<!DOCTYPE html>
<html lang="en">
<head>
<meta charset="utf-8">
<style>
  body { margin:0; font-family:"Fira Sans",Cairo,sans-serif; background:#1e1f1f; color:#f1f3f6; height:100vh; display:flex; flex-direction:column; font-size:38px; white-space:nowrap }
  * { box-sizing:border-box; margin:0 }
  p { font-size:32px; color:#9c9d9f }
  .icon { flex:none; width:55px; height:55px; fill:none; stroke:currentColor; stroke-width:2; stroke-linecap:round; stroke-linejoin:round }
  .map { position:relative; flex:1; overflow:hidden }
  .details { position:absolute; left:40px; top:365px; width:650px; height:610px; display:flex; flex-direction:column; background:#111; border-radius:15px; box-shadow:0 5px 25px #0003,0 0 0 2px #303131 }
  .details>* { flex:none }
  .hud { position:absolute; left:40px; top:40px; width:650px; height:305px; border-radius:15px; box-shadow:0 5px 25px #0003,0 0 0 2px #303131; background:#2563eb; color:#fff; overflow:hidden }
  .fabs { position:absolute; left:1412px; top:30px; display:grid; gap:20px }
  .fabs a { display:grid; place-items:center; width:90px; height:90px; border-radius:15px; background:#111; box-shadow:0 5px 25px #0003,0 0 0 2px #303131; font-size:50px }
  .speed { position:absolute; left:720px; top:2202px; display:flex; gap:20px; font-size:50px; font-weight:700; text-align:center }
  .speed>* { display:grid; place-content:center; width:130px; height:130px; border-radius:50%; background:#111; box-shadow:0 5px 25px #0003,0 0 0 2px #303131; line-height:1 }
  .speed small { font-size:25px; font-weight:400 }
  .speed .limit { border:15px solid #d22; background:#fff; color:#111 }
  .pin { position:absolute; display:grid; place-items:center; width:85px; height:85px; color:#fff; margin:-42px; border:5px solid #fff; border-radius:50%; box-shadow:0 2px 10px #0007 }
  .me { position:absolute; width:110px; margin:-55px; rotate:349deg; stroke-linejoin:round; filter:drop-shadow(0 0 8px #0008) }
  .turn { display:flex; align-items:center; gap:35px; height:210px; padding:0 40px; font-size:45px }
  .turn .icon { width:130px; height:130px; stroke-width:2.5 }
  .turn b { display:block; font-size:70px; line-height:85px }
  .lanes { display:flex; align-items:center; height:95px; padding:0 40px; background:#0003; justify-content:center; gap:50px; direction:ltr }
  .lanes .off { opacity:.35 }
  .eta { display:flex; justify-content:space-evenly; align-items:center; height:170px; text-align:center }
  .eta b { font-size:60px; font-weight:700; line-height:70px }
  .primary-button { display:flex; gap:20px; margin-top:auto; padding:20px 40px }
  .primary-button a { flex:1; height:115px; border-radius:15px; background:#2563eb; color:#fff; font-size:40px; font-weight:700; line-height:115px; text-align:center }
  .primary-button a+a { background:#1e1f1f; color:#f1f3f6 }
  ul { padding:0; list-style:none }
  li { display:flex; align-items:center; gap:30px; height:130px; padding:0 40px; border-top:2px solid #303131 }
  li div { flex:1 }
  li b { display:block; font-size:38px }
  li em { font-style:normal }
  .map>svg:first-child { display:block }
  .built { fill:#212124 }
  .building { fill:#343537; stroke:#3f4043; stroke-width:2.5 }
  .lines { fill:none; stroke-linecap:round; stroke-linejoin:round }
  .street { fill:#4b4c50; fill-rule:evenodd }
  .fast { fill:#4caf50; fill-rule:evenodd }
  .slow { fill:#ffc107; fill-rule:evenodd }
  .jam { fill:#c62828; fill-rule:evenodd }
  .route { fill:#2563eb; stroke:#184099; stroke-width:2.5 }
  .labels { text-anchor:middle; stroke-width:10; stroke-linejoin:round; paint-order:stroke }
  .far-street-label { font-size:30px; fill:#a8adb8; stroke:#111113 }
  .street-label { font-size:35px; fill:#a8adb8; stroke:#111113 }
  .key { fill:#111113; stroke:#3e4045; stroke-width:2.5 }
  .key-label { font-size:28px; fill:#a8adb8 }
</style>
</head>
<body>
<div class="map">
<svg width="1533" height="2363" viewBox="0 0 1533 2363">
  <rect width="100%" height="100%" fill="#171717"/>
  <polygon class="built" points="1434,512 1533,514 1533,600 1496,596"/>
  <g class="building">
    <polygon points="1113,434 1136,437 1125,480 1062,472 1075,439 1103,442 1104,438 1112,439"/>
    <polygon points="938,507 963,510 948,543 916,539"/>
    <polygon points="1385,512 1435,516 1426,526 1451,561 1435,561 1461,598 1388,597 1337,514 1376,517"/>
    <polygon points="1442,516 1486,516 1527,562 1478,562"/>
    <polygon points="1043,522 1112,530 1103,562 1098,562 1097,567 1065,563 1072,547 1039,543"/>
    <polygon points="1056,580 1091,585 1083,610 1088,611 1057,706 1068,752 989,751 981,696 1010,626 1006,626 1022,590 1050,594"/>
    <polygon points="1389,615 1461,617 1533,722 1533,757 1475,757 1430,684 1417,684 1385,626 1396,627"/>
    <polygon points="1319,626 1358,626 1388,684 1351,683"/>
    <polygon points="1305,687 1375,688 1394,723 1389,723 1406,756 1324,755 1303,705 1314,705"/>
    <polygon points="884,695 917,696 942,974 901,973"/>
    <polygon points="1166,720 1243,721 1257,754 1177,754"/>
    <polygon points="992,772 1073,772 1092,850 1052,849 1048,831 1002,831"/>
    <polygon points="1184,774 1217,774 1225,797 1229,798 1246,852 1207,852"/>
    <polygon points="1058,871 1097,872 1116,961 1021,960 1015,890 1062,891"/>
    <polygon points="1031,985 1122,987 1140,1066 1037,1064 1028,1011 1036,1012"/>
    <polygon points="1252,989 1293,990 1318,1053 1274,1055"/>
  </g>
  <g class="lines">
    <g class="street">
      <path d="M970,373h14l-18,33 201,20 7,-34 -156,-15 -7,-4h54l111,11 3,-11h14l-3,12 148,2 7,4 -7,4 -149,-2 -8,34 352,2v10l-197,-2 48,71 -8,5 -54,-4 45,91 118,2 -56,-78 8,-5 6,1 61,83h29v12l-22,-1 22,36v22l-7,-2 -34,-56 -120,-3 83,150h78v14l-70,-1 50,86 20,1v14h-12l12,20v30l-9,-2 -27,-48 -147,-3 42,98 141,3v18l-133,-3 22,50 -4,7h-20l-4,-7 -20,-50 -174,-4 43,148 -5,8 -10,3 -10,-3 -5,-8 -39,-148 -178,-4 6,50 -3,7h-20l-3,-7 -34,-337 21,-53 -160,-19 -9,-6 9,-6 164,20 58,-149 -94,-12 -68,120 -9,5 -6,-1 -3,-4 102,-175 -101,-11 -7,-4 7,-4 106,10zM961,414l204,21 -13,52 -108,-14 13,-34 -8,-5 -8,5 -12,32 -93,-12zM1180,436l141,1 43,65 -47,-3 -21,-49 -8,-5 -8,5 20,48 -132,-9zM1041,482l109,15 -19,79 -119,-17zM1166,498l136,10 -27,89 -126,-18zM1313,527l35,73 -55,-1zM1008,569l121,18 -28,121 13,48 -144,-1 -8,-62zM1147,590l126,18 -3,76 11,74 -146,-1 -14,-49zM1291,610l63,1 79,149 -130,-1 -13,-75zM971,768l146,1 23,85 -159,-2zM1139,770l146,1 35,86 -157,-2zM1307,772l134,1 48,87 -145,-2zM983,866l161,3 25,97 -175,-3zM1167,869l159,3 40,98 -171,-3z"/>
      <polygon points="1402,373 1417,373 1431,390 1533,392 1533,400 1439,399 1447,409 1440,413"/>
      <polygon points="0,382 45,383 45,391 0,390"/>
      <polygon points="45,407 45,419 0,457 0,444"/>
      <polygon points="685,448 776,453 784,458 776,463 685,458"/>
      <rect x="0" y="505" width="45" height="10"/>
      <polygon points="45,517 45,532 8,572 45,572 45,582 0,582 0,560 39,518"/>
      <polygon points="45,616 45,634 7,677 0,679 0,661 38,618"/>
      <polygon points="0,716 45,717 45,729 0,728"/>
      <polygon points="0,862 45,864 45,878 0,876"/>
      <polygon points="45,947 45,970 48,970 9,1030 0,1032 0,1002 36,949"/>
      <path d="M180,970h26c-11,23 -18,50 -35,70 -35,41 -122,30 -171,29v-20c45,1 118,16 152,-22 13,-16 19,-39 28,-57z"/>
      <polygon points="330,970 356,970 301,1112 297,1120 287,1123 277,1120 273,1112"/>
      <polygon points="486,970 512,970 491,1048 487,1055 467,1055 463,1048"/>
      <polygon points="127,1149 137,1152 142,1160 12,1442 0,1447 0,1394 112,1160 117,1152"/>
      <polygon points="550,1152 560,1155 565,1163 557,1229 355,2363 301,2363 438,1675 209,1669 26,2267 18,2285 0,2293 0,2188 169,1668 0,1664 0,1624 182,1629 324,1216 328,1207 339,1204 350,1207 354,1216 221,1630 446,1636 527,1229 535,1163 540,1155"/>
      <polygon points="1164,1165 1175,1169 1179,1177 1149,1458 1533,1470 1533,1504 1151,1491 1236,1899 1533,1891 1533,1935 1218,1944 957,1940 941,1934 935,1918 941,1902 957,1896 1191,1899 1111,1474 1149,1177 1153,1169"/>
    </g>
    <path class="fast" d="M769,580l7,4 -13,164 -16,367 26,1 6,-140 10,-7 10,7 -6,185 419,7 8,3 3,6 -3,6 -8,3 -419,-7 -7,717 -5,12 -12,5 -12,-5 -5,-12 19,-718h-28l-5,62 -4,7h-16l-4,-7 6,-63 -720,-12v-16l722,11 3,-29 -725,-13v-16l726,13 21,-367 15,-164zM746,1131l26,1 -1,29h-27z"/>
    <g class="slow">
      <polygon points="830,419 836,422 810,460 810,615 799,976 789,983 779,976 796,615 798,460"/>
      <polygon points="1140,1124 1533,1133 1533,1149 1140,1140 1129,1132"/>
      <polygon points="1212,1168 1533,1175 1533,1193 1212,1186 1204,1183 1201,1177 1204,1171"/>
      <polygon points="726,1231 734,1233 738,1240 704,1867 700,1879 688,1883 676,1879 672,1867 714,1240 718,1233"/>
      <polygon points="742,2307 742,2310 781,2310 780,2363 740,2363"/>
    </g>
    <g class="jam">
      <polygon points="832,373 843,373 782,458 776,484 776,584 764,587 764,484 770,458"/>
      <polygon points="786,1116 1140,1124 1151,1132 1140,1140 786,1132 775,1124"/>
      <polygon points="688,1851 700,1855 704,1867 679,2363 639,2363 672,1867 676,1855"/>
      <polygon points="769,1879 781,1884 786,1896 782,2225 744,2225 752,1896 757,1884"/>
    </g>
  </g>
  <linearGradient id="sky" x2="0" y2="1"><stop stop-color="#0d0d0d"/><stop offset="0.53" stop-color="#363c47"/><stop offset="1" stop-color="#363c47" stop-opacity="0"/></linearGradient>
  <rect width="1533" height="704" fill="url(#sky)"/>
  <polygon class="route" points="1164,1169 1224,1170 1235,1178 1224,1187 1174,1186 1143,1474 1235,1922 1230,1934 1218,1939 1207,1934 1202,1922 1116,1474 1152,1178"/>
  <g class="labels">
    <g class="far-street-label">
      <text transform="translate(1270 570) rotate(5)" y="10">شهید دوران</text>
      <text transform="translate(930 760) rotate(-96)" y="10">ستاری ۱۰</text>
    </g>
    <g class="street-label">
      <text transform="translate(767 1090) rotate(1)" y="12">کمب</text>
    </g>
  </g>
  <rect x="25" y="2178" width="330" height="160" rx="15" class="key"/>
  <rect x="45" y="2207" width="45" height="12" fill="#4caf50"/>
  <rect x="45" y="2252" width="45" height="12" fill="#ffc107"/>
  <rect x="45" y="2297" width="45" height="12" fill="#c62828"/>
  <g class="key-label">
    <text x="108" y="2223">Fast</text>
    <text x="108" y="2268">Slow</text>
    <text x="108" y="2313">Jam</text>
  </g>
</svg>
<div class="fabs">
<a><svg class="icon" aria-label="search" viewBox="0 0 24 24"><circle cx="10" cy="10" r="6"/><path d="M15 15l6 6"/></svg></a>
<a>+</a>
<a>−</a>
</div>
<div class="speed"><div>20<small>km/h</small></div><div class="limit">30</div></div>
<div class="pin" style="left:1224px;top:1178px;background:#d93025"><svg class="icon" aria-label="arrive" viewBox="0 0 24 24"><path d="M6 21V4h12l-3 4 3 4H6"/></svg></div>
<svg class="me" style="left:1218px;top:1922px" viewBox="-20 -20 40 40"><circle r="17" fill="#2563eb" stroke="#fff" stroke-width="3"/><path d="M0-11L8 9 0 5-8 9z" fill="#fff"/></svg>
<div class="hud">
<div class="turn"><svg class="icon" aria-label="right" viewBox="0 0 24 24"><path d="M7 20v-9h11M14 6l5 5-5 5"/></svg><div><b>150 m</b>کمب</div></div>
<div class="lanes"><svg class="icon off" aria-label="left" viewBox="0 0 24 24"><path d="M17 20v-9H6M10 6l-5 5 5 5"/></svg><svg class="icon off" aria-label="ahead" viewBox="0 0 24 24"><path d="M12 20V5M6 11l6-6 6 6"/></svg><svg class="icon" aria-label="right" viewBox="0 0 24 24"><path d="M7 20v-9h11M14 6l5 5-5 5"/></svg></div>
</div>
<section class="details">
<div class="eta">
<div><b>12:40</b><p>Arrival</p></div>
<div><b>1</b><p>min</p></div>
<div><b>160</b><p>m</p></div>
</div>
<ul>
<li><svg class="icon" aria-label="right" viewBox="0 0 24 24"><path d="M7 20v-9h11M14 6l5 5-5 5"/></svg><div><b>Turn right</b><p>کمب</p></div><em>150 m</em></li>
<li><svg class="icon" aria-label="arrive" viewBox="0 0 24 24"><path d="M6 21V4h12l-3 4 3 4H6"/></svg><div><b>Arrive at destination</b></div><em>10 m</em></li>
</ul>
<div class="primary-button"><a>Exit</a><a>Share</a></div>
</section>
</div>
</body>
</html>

★ ★ ★

== TRY IT ==
Copy, from the lines above, each one that holds "grid".

== ANSWER SPACE ==
  .fabs { position:absolute; left:1412px; top:30px; display:grid; gap:20px }
  .fabs a { display:grid; place-items:center; width:90px; height:90px; border-radius:15px; background:#111; box-shadow:0 5px 25px #0003,0 0 0 2px #303131; font-size:50px }
  .speed>* { display:grid; place-content:center; width:130px; height:130px; border-radius:50%; background:#111; box-shadow:0 5px 25px #0003,0 0 0 2px #303131; line-height:1 }
  .pin { position:absolute; display:grid; place-items:center; width:85px; height:85px; color:#fff; margin:-42px; border:5px solid #fff; border-radius:50%; box-shadow:0 2px 10px #0007 }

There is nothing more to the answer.